Exercise prompt >> In the following listing, find the lines containing "Rodonyà" and report them.

Data to process >>
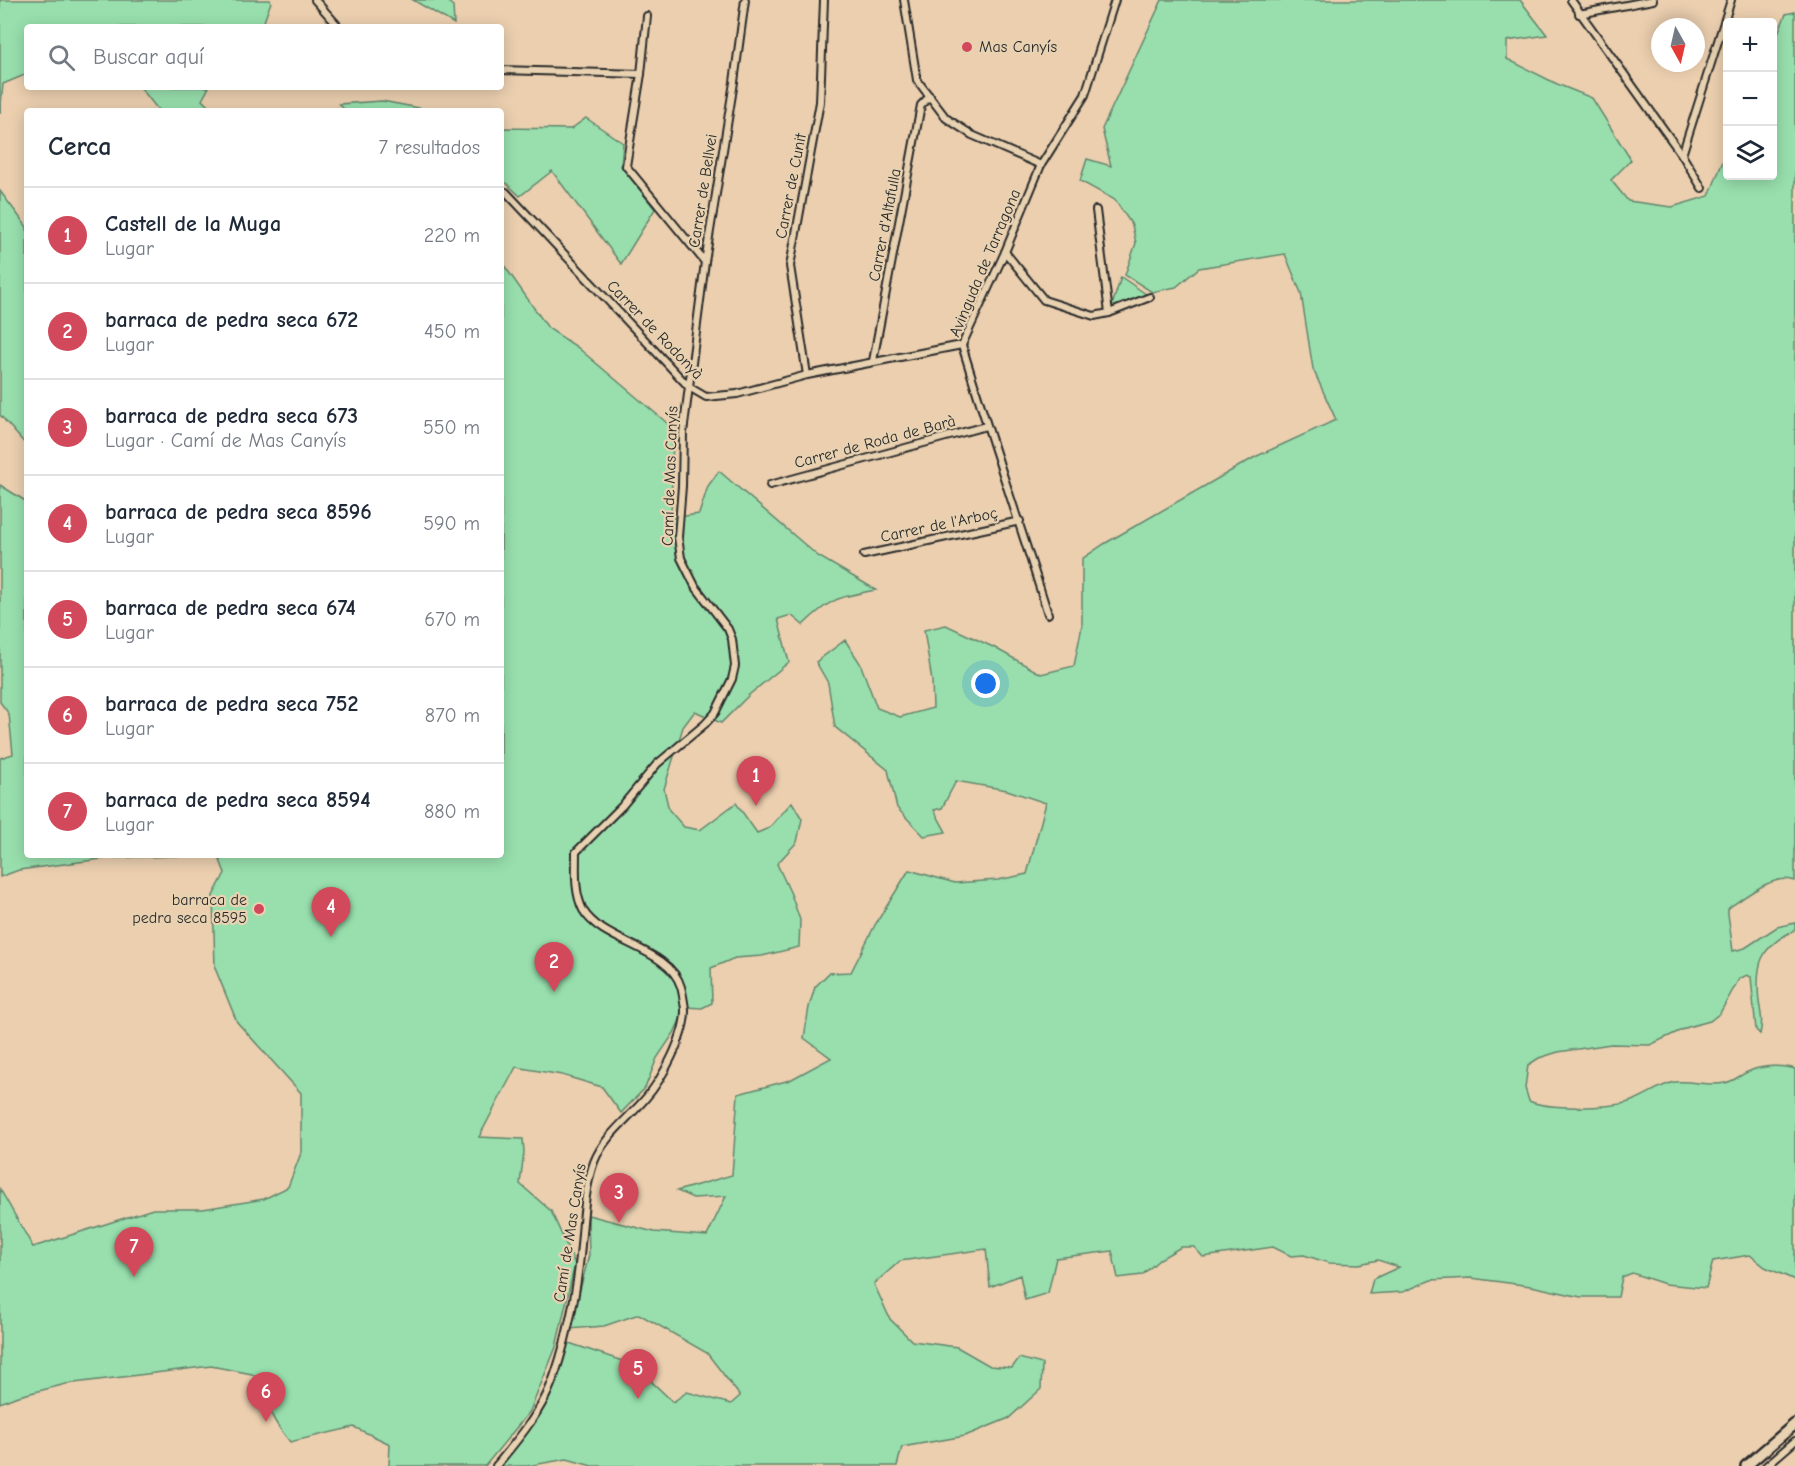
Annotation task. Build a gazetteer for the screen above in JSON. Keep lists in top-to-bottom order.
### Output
{
  "streets": {
    "street": [
      "Carrer de Cunit",
      "Carrer de Bellvei",
      "Carrer d'Altafulla",
      "Avinguda de Tarragona",
      "Carrer de Rodonyà",
      "Carrer de Roda de Barà",
      "Camí de Mas Canyís",
      "Carrer de l'Arboç"
    ]
  },
  "crossings": [
    ["Carrer de Cunit", "Carrer de Rodonyà"],
    ["Carrer de Bellvei", "Carrer de Rodonyà"],
    ["Carrer de Bellvei", "Camí de Mas Canyís"],
    ["Carrer d'Altafulla", "Carrer de Rodonyà"],
    ["Avinguda de Tarragona", "Carrer de Rodonyà"],
    ["Avinguda de Tarragona", "Carrer de Roda de Barà"],
    ["Avinguda de Tarragona", "Carrer de l'Arboç"],
    ["Carrer de Rodonyà", "Camí de Mas Canyís"]
  ],
  "places": ["Mas Canyís", "barraca de pedra seca 8595"],
  "north": "bottom",
  "page": {
    "map_buttons": ["+", "−"],
    "search": "Buscar aquí",
    "heading": ["Cerca", "7 resultados"],
    "list": [
      {
        "mark": "1",
        "name": "Castell de la Muga",
        "note": "Lugar",
        "value": "220 m"
      },
      {
        "mark": "2",
        "name": "barraca de pedra seca 672",
        "note": "Lugar",
        "value": "450 m"
      },
      {
        "mark": "3",
        "name": "barraca de pedra seca 673",
        "note": "Lugar · Camí de Mas Canyís",
        "value": "550 m"
      },
      {
        "mark": "4",
        "name": "barraca de pedra seca 8596",
        "note": "Lugar",
        "value": "590 m"
      },
      {
        "mark": "5",
        "name": "barraca de pedra seca 674",
        "note": "Lugar",
        "value": "670 m"
      },
      {
        "mark": "6",
        "name": "barraca de pedra seca 752",
        "note": "Lugar",
        "value": "870 m"
      },
      {
        "mark": "7",
        "name": "barraca de pedra seca 8594",
        "note": "Lugar",
        "value": "880 m"
      }
    ],
    "pins": [
      "1",
      "4",
      "2",
      "3",
      "7",
      "5",
      "6"
    ]
  }
}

Solution for this problem >>
      "Carrer de Rodonyà",
    ["Carrer de Cunit", "Carrer de Rodonyà"],
    ["Carrer de Bellvei", "Carrer de Rodonyà"],
    ["Carrer d'Altafulla", "Carrer de Rodonyà"],
    ["Avinguda de Tarragona", "Carrer de Rodonyà"],
    ["Carrer de Rodonyà", "Camí de Mas Canyís"]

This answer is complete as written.